- Work order: Each entry that follows should be given again word for word; please leave out its pictures.

(Collected data)

───

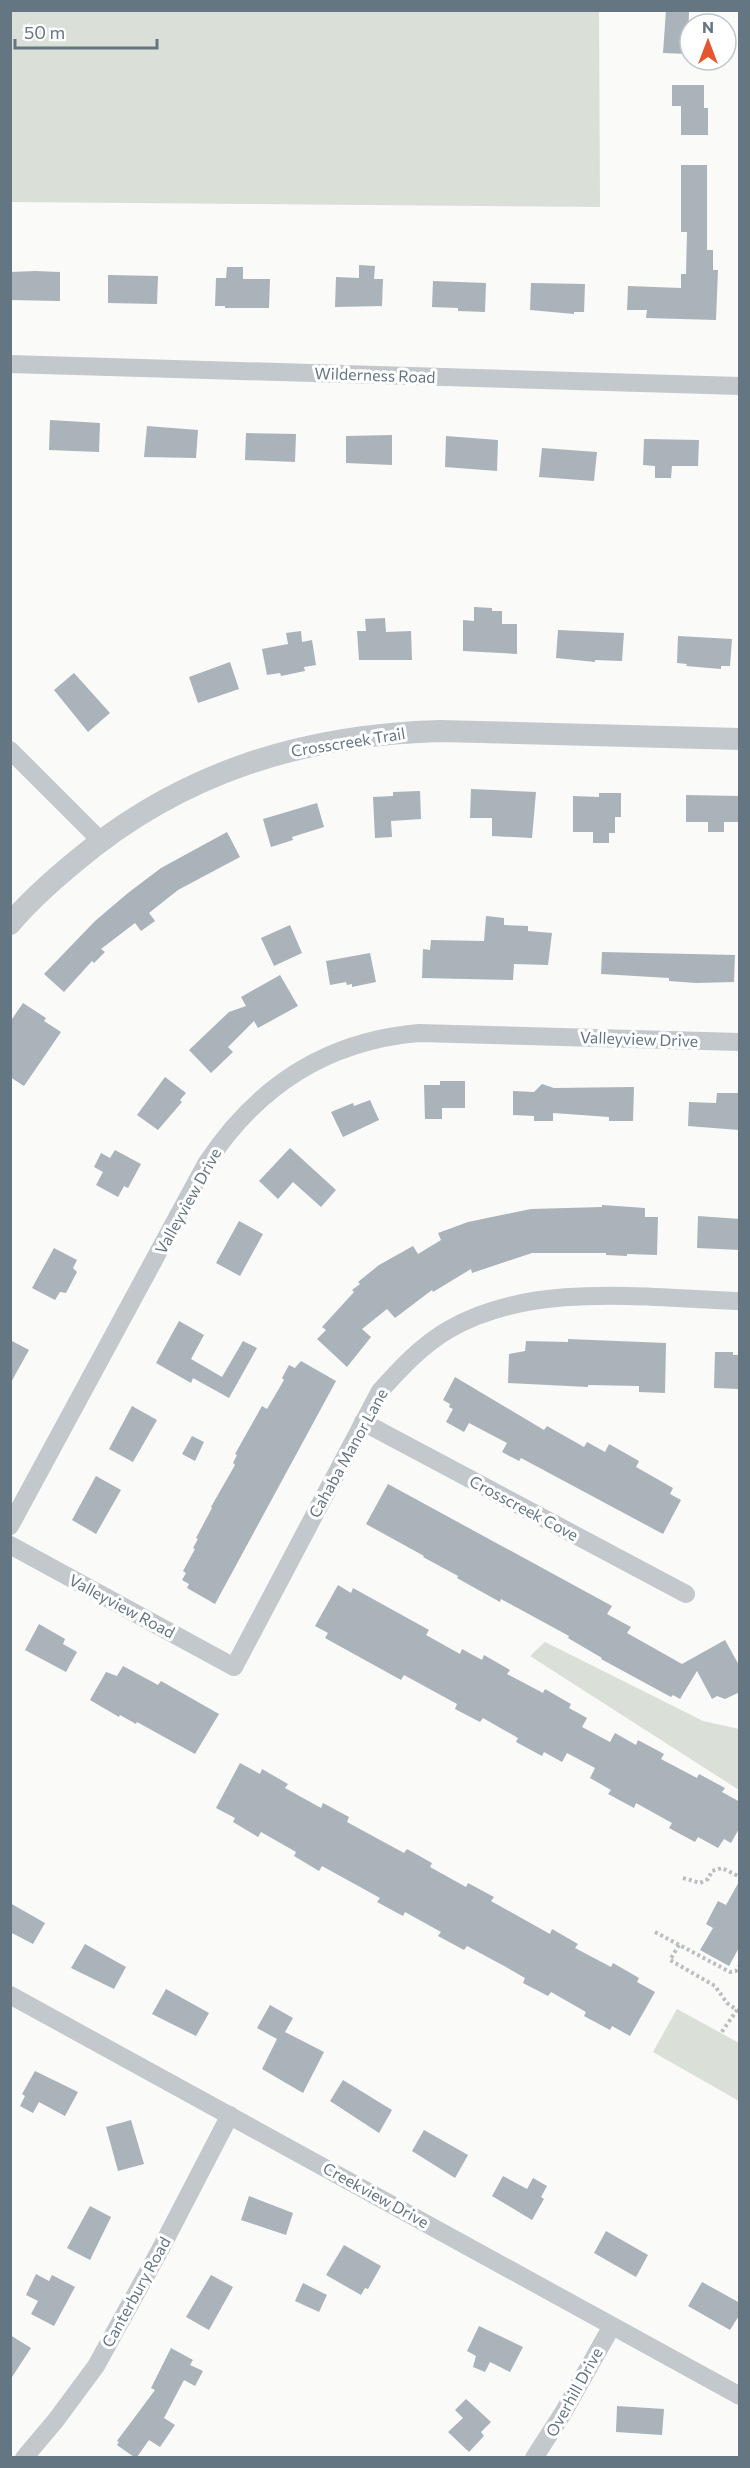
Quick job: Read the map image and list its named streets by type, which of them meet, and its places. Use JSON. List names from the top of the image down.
{
  "streets": {
    "street": [
      "Wilderness Road",
      "Crosscreek Trail",
      "Valleyview Drive",
      "Cahaba Manor Lane",
      "Crosscreek Cove",
      "Valleyview Road",
      "Creekview Drive",
      "Canterbury Road",
      "Overhill Drive"
    ]
  },
  "crossings": [
    ["Cahaba Manor Lane", "Crosscreek Cove"],
    ["Cahaba Manor Lane", "Valleyview Road"],
    ["Creekview Drive", "Canterbury Road"],
    ["Creekview Drive", "Overhill Drive"]
  ],
  "scale_bar": "50 m",
  "north": "top"
}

───

- Completed exercise:
Quick job: Read the map image and list its named streets by type, which of them meet, and its places. Use JSON. List names from the top of the image down.
{
  "streets": {
    "street": [
      "Wilderness Road",
      "Crosscreek Trail",
      "Valleyview Drive",
      "Cahaba Manor Lane",
      "Crosscreek Cove",
      "Valleyview Road",
      "Creekview Drive",
      "Canterbury Road",
      "Overhill Drive"
    ]
  },
  "crossings": [
    ["Cahaba Manor Lane", "Crosscreek Cove"],
    ["Cahaba Manor Lane", "Valleyview Road"],
    ["Creekview Drive", "Canterbury Road"],
    ["Creekview Drive", "Overhill Drive"]
  ],
  "scale_bar": "50 m",
  "north": "top"
}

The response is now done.